As pernas de Rosita entrelaçavam-se ao quadril de Vicent, os dois pareciam um só organismo tamanho o enlaço. Ainda tentavam recuperar o fôlego, os cabelos grudados pelo suor no rosto e pescoço, os movimentos diafragmáticos diminuindo de intensidade, a inevitável troca de olhares, uma culposa troca de olhares. Um novo beijo obsequiado de olhos cerrados parecia tentar trazer normalidade ao momento, mas só tentava. Vincent sentia que os dois de certo modo, estavam desconfortáveis ante a situação, como em um diagnóstico de síndrome do pós-coito, não era possível saber ao certo qual o motivo do ato que acabara sendo tão prazeroso, ser finalizado com tamanho sentimento de culpa. O tempo que perdurou até que o primeiro se manifestasse fez a sala parecer um teatro shakespeariano diante de uma grande pausa dramática. E ali estavam os dois, os atores principais do próprio espetáculo, mas coadjuvantes no mundo lá fora, e como em um intervalo de um ato para o outro, um dos dramaturgos, finalmente resolveu proferir sua fala:

̶ Doutor, eu... – Rosita evitava olhar diretamente para Hall – Nós não deveríamos ter feito isso... Na verdade eu... – Ela parecia medir as palavras enquanto arrumava os cabelos, amarrando-os novamente – Eu sei que o Abraham está transando com a Holly, ela é uma vagabunda que também ajuda na construção dos muros! Eu sei o que está acontecendo e por isso me deixei levar... Não me leve a mal, eu não queria te usar, mas aconteceu... E só aconteceu porque eu estou com muita raiva daquele filho da puta!

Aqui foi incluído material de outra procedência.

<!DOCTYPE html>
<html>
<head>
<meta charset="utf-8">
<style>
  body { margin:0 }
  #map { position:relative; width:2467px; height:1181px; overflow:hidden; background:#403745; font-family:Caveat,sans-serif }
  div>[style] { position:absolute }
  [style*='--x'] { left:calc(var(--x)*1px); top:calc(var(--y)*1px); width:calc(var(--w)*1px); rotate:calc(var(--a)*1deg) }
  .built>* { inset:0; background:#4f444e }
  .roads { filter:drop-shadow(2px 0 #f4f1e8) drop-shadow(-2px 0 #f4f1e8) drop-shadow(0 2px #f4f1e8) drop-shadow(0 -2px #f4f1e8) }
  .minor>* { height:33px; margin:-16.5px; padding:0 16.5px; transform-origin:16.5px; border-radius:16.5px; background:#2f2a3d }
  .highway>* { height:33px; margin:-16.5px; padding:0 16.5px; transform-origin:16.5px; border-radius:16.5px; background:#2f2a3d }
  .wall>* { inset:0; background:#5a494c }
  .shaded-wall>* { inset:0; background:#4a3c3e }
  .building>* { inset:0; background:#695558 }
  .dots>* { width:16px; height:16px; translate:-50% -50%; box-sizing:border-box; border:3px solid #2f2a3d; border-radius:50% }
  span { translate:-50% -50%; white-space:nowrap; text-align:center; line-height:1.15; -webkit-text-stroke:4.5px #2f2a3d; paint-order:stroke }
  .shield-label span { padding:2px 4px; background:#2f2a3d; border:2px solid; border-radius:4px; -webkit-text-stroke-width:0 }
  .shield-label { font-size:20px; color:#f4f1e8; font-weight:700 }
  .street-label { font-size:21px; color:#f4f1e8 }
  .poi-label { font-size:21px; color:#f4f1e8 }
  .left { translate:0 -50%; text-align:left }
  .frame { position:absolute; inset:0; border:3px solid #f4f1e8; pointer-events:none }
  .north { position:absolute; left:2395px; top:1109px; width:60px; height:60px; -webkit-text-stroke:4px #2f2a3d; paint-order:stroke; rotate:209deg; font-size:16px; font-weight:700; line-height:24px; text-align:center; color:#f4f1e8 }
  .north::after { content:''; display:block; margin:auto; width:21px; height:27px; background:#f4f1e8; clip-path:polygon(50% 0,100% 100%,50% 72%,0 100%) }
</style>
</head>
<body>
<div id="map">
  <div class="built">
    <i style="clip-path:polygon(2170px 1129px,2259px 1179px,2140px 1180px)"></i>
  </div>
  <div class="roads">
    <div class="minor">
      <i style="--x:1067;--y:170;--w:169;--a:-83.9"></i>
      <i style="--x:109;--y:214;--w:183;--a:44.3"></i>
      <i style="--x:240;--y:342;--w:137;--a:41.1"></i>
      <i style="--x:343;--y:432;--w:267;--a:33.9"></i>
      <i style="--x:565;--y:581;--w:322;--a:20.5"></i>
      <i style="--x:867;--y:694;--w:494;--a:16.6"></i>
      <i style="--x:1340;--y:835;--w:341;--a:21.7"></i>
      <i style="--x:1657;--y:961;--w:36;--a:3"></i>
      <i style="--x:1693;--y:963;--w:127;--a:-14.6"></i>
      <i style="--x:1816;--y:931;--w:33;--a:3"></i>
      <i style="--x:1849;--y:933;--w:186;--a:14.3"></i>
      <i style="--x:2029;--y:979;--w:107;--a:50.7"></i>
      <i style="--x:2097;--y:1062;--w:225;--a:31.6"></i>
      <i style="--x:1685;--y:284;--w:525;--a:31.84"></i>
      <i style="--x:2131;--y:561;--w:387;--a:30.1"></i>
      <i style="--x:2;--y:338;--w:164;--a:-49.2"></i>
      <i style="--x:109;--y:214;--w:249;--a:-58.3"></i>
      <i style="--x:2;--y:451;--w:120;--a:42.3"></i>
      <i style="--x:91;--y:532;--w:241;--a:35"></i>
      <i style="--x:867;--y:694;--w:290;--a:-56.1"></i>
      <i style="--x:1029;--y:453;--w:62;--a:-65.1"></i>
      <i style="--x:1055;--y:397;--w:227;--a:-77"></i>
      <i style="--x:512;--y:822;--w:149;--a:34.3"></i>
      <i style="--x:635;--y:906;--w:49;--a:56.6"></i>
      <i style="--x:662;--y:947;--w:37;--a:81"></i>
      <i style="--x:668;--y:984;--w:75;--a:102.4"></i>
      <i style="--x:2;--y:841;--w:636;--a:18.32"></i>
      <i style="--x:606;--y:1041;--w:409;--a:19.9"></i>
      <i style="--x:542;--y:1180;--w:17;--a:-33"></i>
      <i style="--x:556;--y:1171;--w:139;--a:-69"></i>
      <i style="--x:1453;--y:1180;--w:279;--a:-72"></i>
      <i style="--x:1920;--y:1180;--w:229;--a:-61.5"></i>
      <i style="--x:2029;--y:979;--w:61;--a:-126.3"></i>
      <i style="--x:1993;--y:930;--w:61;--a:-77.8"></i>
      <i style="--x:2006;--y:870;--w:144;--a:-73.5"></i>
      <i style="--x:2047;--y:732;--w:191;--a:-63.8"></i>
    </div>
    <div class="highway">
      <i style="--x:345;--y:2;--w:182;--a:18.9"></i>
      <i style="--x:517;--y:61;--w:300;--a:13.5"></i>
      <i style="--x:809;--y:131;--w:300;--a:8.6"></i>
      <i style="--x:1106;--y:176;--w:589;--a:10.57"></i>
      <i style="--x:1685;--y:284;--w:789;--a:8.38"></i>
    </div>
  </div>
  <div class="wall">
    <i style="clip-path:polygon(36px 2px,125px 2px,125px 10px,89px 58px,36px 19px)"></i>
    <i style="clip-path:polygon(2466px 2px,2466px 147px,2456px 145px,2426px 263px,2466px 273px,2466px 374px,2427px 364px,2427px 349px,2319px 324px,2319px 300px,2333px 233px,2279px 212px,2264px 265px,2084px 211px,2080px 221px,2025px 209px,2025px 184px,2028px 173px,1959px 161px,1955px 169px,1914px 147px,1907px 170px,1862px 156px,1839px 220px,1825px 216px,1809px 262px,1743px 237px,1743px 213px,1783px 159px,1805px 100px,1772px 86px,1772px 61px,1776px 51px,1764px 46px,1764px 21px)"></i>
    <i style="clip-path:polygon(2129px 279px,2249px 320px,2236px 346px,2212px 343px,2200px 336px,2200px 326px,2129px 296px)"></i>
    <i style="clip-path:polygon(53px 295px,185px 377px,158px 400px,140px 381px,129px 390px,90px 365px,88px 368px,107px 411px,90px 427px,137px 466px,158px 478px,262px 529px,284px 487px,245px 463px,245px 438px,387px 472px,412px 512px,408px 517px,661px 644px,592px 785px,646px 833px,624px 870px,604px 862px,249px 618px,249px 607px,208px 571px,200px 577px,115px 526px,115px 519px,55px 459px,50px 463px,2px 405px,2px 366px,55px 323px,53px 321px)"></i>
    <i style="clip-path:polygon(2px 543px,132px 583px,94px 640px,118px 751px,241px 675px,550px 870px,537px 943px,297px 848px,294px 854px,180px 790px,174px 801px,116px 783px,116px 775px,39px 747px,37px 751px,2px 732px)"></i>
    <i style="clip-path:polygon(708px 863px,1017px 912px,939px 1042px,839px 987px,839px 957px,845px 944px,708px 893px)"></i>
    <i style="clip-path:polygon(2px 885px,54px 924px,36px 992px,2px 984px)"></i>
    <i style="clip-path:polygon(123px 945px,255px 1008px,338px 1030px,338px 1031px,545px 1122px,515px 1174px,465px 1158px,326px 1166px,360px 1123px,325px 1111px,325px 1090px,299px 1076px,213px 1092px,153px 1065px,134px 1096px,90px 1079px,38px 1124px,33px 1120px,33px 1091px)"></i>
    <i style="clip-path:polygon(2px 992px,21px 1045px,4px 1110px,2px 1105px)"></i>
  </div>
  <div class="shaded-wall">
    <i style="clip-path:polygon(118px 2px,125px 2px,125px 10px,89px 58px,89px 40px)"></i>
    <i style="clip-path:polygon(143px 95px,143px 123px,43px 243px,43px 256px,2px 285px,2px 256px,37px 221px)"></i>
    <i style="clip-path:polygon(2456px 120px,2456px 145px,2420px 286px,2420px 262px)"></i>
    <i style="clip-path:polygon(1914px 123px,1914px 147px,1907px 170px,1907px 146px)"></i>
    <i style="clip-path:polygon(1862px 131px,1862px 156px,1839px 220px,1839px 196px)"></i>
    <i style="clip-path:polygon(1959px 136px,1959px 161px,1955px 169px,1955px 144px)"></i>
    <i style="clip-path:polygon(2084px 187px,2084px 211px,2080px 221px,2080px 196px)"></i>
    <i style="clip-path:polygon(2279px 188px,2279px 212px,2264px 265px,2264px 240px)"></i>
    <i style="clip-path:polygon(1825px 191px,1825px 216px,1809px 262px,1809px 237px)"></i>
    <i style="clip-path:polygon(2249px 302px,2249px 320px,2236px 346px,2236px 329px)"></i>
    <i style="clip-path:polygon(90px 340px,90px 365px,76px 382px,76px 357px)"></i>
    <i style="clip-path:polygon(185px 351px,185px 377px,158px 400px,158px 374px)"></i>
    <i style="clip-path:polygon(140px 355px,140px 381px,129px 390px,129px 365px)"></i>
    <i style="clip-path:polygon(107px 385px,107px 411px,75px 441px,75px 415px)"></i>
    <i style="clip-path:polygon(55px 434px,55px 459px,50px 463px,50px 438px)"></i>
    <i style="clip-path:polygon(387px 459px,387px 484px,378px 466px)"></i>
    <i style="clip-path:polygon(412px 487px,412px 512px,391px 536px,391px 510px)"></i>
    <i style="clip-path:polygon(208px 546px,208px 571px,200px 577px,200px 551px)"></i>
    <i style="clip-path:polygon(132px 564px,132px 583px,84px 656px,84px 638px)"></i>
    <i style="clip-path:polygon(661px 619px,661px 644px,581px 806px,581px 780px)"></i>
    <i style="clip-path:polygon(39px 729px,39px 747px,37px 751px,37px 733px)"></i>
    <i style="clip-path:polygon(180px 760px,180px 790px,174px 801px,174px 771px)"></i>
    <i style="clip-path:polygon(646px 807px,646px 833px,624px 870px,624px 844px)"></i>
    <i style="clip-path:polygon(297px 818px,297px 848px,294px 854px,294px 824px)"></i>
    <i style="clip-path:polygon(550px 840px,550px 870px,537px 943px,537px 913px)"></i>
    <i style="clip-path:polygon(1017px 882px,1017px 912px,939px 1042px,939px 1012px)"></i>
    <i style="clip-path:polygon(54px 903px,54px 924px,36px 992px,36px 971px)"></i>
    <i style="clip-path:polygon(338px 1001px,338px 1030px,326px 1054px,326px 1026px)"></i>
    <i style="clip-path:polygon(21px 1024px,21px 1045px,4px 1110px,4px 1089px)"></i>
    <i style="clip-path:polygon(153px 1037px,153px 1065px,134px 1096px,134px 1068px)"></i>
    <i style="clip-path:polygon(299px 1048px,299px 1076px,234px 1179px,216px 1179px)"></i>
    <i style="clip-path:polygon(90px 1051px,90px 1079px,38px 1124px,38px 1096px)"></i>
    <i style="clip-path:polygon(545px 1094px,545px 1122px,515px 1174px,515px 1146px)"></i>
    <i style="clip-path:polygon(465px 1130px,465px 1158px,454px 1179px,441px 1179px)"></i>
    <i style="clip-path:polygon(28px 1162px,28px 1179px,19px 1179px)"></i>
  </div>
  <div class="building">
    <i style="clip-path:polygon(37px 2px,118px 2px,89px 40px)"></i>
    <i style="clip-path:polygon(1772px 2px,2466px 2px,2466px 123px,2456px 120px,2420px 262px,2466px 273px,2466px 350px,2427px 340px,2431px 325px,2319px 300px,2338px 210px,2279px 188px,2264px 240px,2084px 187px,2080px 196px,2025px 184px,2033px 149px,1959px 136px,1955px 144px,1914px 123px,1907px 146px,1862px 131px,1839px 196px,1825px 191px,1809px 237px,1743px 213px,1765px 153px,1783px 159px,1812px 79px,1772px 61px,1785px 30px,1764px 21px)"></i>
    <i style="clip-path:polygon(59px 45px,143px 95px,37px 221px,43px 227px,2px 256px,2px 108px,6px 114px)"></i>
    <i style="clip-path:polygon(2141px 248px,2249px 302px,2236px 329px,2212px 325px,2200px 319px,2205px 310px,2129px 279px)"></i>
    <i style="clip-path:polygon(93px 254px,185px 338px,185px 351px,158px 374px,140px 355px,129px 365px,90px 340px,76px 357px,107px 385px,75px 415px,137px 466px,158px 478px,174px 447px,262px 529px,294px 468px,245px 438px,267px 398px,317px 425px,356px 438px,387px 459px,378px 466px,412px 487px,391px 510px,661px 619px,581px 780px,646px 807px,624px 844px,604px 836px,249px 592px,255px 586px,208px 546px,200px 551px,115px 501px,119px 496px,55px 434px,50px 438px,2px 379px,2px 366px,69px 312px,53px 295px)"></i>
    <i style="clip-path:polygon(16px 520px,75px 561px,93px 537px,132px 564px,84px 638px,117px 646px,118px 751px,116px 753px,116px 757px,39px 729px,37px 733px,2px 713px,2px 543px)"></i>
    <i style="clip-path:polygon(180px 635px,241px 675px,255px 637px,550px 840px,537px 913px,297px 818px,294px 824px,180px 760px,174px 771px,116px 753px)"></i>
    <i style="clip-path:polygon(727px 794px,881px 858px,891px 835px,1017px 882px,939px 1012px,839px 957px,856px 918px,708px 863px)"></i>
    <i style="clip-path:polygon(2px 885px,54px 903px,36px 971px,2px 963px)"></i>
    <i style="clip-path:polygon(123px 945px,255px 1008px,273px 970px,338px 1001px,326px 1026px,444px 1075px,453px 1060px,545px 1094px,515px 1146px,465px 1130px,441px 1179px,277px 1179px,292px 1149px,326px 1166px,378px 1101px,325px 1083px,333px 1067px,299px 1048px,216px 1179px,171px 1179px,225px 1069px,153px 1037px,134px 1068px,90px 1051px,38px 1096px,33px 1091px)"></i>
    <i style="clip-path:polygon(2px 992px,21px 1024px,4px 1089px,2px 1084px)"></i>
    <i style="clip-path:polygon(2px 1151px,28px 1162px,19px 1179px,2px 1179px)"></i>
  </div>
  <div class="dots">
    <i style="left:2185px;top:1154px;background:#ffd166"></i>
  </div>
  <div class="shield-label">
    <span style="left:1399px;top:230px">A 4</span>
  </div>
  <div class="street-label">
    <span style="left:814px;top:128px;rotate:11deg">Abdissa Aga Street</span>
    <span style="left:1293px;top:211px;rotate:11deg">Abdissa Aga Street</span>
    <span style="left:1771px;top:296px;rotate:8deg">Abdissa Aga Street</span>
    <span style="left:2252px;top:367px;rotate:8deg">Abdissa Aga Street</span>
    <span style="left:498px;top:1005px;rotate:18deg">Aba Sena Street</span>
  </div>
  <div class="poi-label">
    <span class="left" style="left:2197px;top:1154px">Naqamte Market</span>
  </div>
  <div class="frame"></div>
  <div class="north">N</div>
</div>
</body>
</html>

Vincent apenas balançava a cabeça positivamente sem demonstrar nenhuma reação, fazia questão de manter uma expressão impávida. Arrumou os longos cabelos ondulados colocando-os atrás das orelhas e direcionou o olhar diretamente para a íris da senhorita Espinoza. Ele sabia o que estava acontecendo, não era a primeira vez que uma mulher fazia sexo com ele por um motivo que não ele próprio, ser usado não era o que o incomodava. O que o importunava no olhar de Rosita era que ela estava mentindo. Ele sabia que ela não havia feito o que fez simplesmente para se vingar de Abraham, ela apenas tentava se convencer disso, queria ser melhor que o bigodudo que a traíra. Na realidade, Hall sabia que os mesmos instintos carnais que levaram o ex-soldado ruivo a ir pra cama com Holly, foram os que a levaram a se engalfinhar com o doutor em plena saleta de medicamentos. Rosita não era melhor do que Abraham, e não seria mentindo para si mesma que ela iria se convencer disso.

̶ Faça o que quiser Rosita... – Respondeu de forma fria – Não se preocupe, não irei mendigar nada a você... – O homem ergueu o corpo e passou a se vestir, Rosita observava a tudo cabisbaixa, cobrindo vergonhosamente os seios com o antebraço – E não se preocupe, isso nunca aconteceu!

Amanda resolveu ampliar os seus horizontes, espairecer, literalmente respirar novos ares. Os acontecimentos no portão na última manhã, quando ela e Tom viram a morte de perto, acabaram mexendo com a mulher de uma forma que ela própria não esperava. Desde que toda essa merda se iniciou, ela nunca teve problemas em utilizar-se da força para arrebentar algumas cabeças e encarar de frente aqueles cadáveres ambulantes. Todavia, tudo pareceu tão inesperadamente diferente dessa vez, que pela primeira vez em muito tempo, Amanda sentiu medo, uma angustia que tomava conta de seu peito de forma inexplicável. Não eram as criaturas em si que a preocupava, mas sim o fato de Alexandria parecer sempre estar na corda bamba. A esperança de encontrar um lugar cem por cento seguro nunca saíra de sua mente, não completamente, mas será que essa droga de mundo não poderia mais reservar isso a eles? Estariam fadados a conviver com a insegurança de forma eterna?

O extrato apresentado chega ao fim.